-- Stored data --
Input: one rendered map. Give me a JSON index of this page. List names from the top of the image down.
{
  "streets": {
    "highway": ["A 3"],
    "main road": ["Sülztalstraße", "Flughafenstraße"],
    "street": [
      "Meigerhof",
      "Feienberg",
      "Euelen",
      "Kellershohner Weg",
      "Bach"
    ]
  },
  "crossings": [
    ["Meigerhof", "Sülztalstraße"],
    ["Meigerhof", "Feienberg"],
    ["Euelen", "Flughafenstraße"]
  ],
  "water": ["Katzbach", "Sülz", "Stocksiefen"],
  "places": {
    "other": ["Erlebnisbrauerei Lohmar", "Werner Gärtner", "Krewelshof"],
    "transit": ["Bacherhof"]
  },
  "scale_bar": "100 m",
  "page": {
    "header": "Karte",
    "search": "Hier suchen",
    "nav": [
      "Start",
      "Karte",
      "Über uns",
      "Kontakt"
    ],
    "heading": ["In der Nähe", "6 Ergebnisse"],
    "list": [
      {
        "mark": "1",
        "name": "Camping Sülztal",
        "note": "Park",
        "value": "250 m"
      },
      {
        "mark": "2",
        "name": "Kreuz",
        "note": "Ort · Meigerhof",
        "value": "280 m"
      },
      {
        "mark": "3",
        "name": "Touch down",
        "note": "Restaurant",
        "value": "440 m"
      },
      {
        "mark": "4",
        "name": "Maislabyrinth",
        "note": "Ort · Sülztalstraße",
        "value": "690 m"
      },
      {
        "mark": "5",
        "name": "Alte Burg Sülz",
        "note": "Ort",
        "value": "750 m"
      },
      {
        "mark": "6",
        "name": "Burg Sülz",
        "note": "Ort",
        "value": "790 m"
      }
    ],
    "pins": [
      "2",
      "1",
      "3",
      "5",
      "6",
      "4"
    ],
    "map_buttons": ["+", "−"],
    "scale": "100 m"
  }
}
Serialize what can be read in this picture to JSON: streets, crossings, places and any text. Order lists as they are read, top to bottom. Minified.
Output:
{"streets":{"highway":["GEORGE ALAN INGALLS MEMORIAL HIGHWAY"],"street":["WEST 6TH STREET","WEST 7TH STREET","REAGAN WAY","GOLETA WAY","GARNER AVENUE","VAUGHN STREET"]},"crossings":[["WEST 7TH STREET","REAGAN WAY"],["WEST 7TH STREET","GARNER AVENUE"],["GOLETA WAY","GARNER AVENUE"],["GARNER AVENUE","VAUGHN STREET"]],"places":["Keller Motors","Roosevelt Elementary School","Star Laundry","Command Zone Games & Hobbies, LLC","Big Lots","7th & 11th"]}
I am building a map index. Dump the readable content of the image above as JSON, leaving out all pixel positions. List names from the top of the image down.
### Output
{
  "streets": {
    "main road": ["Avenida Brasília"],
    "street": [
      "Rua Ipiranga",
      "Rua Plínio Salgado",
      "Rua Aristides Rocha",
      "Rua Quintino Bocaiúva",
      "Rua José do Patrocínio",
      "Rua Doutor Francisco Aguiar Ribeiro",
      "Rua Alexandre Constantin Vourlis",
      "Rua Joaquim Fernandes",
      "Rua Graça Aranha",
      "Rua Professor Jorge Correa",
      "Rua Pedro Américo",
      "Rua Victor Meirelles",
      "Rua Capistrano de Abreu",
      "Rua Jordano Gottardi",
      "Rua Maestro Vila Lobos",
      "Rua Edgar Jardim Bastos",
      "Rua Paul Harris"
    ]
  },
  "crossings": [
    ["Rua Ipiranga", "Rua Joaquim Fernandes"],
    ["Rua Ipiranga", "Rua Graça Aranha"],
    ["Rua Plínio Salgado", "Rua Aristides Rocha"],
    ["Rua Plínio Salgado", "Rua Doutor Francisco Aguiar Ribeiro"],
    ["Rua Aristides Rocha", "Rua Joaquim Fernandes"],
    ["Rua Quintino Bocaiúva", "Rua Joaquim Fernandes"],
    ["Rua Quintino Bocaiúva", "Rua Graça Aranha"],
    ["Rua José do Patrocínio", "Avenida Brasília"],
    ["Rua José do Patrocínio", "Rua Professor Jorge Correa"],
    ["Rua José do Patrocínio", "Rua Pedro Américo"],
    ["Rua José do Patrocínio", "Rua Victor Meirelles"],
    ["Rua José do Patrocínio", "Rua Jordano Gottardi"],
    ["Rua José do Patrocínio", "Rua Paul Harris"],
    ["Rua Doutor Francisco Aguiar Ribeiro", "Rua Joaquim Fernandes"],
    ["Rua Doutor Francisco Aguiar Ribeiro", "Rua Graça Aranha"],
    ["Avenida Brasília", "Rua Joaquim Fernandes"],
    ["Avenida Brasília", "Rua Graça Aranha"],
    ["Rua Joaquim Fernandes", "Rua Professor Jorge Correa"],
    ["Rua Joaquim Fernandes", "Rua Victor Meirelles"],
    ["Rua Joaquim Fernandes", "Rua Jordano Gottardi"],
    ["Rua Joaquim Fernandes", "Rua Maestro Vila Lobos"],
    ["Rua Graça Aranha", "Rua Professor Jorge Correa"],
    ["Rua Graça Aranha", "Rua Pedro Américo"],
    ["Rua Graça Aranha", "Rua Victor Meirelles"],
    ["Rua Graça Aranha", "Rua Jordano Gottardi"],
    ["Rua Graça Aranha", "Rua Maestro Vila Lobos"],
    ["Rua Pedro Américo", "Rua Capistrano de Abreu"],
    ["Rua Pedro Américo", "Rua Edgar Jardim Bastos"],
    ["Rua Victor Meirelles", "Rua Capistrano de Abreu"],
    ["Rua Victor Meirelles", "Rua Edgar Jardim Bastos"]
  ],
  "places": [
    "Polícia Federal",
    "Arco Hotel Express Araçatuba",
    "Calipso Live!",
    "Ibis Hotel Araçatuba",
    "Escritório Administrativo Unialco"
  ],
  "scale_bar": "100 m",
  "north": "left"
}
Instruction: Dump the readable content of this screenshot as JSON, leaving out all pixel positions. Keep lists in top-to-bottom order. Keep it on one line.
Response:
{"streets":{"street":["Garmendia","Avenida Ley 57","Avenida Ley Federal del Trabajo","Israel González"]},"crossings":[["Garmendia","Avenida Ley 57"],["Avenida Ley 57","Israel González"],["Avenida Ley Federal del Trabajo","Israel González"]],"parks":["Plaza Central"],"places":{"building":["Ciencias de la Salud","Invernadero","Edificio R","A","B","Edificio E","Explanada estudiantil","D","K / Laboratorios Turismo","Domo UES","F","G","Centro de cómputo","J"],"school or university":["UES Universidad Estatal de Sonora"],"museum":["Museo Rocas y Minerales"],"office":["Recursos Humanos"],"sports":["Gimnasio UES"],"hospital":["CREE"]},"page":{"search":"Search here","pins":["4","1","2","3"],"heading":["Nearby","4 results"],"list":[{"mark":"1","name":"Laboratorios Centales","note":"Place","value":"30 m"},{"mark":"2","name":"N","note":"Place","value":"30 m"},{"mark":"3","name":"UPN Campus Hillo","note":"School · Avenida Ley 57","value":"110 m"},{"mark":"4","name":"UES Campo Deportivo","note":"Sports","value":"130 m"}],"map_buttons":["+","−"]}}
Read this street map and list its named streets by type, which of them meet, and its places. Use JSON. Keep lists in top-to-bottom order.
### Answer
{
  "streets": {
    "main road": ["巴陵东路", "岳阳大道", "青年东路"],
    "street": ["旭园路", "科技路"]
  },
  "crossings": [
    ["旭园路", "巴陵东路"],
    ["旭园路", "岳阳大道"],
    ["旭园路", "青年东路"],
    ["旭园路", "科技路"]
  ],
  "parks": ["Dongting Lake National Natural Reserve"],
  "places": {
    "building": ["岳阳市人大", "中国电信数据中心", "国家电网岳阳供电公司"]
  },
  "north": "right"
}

-- Task to complete --
Check each line of the data for "Doutor". Copy the lines where it turns up.

-- Response to the exercise --
      "Rua Doutor Francisco Aguiar Ribeiro",
    ["Rua Plínio Salgado", "Rua Doutor Francisco Aguiar Ribeiro"],
    ["Rua Doutor Francisco Aguiar Ribeiro", "Rua Joaquim Fernandes"],
    ["Rua Doutor Francisco Aguiar Ribeiro", "Rua Graça Aranha"],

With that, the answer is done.